Injection of dGAG-DFX-101 Releases Sequestered P. falciparum IE into Circulation in M. fascicularis
Five macaques (M. fascicularis) were injected with 99mTc-labeled IE of the parasite FCR3S1.2 and left for 30 min. Three of the monkeys (ID 8120, 9044, and 4044) each received 500-μg dGAG-DFX-101 by intravenous injection while two monkeys (ID 2030 and 5018) were left untreated.
(A) Shows the level of material in the lungs. The dGAG was injected at time point 30 min and the radioactivity in the animals were measured for 15 min 60 to 75 min after injection. The level of radioactive material in the lungs was compared with the amount of radioactive material in the whole animal. Results are presented as relative amount in lungs compared with control animal receiving no dGAG-DFX-101 (control, adjusted to 100%; grey bar). White bars show the relative amount of material in individual monkeys, and the striped bars, the mean thereof.

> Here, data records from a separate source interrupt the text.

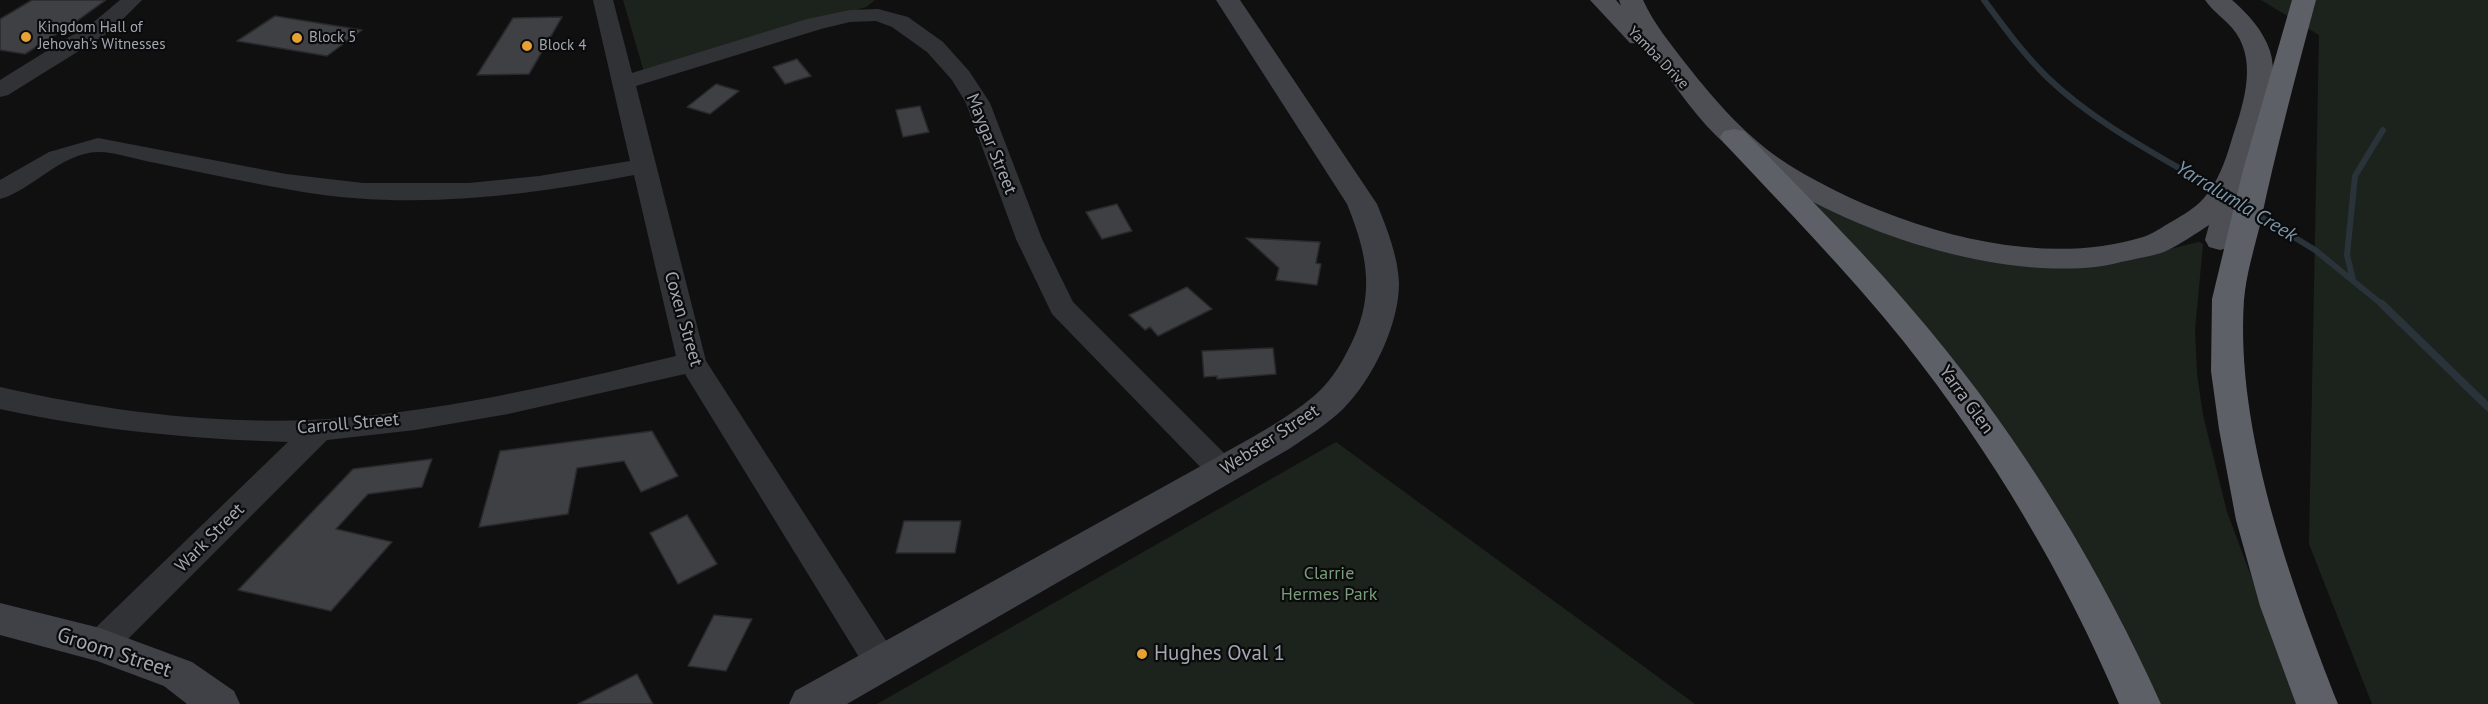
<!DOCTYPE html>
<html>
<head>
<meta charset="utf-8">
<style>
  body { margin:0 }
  canvas { display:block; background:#101011 }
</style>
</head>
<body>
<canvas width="2488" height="704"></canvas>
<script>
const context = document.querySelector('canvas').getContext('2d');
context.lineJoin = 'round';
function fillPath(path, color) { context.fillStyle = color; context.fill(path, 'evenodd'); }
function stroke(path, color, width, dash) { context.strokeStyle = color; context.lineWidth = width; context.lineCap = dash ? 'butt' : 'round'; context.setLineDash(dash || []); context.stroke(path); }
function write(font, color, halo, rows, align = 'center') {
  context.font = font + ' "PT Sans",sans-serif'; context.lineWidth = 4.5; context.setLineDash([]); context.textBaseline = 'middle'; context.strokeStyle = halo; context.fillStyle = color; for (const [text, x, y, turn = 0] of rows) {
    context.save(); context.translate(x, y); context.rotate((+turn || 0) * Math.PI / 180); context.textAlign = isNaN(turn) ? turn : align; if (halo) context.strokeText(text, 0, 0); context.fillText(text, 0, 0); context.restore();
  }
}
fillPath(new Path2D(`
  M623 0H875L866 7 644 72Z
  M2261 0H2488V704H2372L2309 544 2319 35Z
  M1800 187 1912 237 2137 257 2199 242 2203 244 2195 330 2197 374 2203 415 2227 512 2299 704H2161L2121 621 2058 510 1827 218Z
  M1336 442 1695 704H877Z`), '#1c231d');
stroke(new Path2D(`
  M1984 0C2004 27 2024 55 2048 78 2097 125 2162 157 2220 192
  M2253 212 2315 250 2384 306
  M2353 280 2347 255 2355 176 2383 130`), '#2a3339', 6);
stroke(new Path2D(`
  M2382 304 2488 407`), '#2a3339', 8);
const building = new Path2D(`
  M32 0H106L74 23 25 54 0 50V19Z
  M275 16 318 23 362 30 327 56 237 41Z
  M562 17 529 74 477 75 513 18Z
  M797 59 811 76 785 84 773 67Z
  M716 84 739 91 710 114 687 107Z
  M920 106 929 132 903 137 896 110Z
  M1117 204 1132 231 1102 239 1086 212Z
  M1246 238 1320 242 1316 263 1321 264 1317 285 1276 280 1279 268Z
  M1187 287 1212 309 1158 336 1150 327 1145 330 1129 315Z
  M1273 348 1276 374 1217 379V376L1204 377 1202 351Z
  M652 431 678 476 641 492 624 461 577 468 568 514 479 527 500 451Z
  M432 459 422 487 368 494 336 529 392 542 331 611 238 590 353 469Z
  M687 515 717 564 678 584 650 533Z
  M904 521H961L955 553H896Z
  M714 615 752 619 726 671 688 666Z
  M637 674 653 704H578Z`);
fillPath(building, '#3f4044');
stroke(building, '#2a2a2d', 1.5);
fillPath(new Path2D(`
  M120 0H142L111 31 8 95 0 97V80L95 21Z
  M593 0H613L632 73 807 19 850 10 878 9 908 17 943 42 969 71 990 103 1042 239 1073 302 1234 463 1239 471 1234 479 1223 483 1212 479 1052 314 1016 239 966 103 952 80 927 52 892 27 876 21 850 22 821 29 636 86 706 361 894 653 900 664 894 675 882 679 870 675 685 374 508 414 415 430 327 440 112 655 100 660 88 655 83 645 88 635 288 442C190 439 96 430 0 409V387C101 410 206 424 310 420 431 415 559 384 676 356L634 175C525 196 414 210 303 192 254 184 205 173 156 163 138 160 116 152 98 152 60 153 31 191 0 199V180L49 152 98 138 286 174 363 183H469L539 176 630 161Z`), '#313236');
fillPath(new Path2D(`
  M1216 0H1240L1377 204C1387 229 1398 256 1399 283 1399 325 1373 378 1344 408 1328 424 1308 436 1289 449L847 704H789L795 691 1210 461C1245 441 1283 422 1314 396 1328 384 1339 368 1347 352 1376 299 1369 258 1347 204Z
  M0 603 100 628 192 662 234 691 240 704H187L164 686 97 661 0 635Z`), '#3f4146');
fillPath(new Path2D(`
  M1590 0H1616L1621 6 1619 0H1643C1654 24 1670 43 1686 64 1716 102 1747 138 1789 165 1885 224 2031 272 2143 237 2153 234 2162 227 2171 222 2183 215 2194 209 2204 198 2218 182 2225 162 2231 142 2242 108 2258 65 2236 33 2227 20 2213 12 2205 0H2232C2248 14 2263 30 2270 51 2281 85 2260 148 2245 180L2248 185 2235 240 2231 247 2220 250 2209 247 2205 240 2209 225C2195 234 2181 244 2166 251 2155 256 2142 257 2131 260 2119 262 2107 266 2095 267 1977 279 1813 220 1724 143 1694 116 1669 77 1645 44L1630 43Z`), '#4d4f55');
fillPath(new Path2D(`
  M2292 0H2316C2296 75 2276 149 2260 225 2254 249 2246 275 2244 300 2235 430 2291 584 2338 704H2296L2260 606 2236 520 2219 429 2211 371 2212 299 2243 170Z
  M1734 129 1744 131C1806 195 1870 258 1927 327 2023 442 2100 568 2161 704H2119C2064 574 1992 453 1904 342 1848 272 1785 208 1724 143L1720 137 1724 131Z`), '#5d6067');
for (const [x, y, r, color] of [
  [26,37,6,"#e7a132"],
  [297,38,6,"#e7a132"],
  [527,46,6,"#e7a132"],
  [1142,654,6,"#e7a132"]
]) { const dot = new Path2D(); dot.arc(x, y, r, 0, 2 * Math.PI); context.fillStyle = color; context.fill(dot); stroke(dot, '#0b0b0c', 2); }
write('15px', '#a2a7b1', '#0b0b0c', [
  ["Kingdom Hall of",38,28],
  ["Jehovah's Witnesses",38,45],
  ["Block 5",309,38],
  ["Block 4",539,46]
], 'left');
write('15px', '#a2a7b1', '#0b0b0c', [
  ["Yamba Drive",1658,58,46]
]);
write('18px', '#a2a7b1', '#0b0b0c', [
  ["Maygar Street",991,144,68],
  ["Coxen Street",683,319,74],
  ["Yarra Glen",1966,400,54],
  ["Carroll Street",348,424,-5],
  ["Webster Street",1270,440,-33],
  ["Wark Street",210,538,-45]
]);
write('18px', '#799c7a', '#0b0b0c', [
  ["Clarrie",1329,574],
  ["Hermes Park",1329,595]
]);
write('italic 20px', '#7a97ab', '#0b0b0c', [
  ["Yarralumla Creek",2236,202,31]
]);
write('21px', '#a2a7b1', '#0b0b0c', [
  ["Groom Street",114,653,18]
]);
write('21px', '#a2a7b1', '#0b0b0c', [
  ["Hughes Oval 1",1154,654]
], 'left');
</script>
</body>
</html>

(B) Shows the level of material in the hearts before and after the injection of the dGAG-DFX-101. The radioactive material in the hearts (i.e., in circulation) increases (9%, ID 8120; 30% ID 9044; and 0% ID 4044) after treatment with dGAG-DFX-101. In contrast, the amount of material in the heart of the monkey left untreated decreased by 22% (ID 5018). The analysis of the radioactivity in the hearts was performed by comparing amounts of material present at time point 30 min and at time point 60 min, after the dGAG-DFX-101 was injected. Time point 30 min was adjusted to 100%. The arrow shows the time point of injection of the dGAG-DFX-101.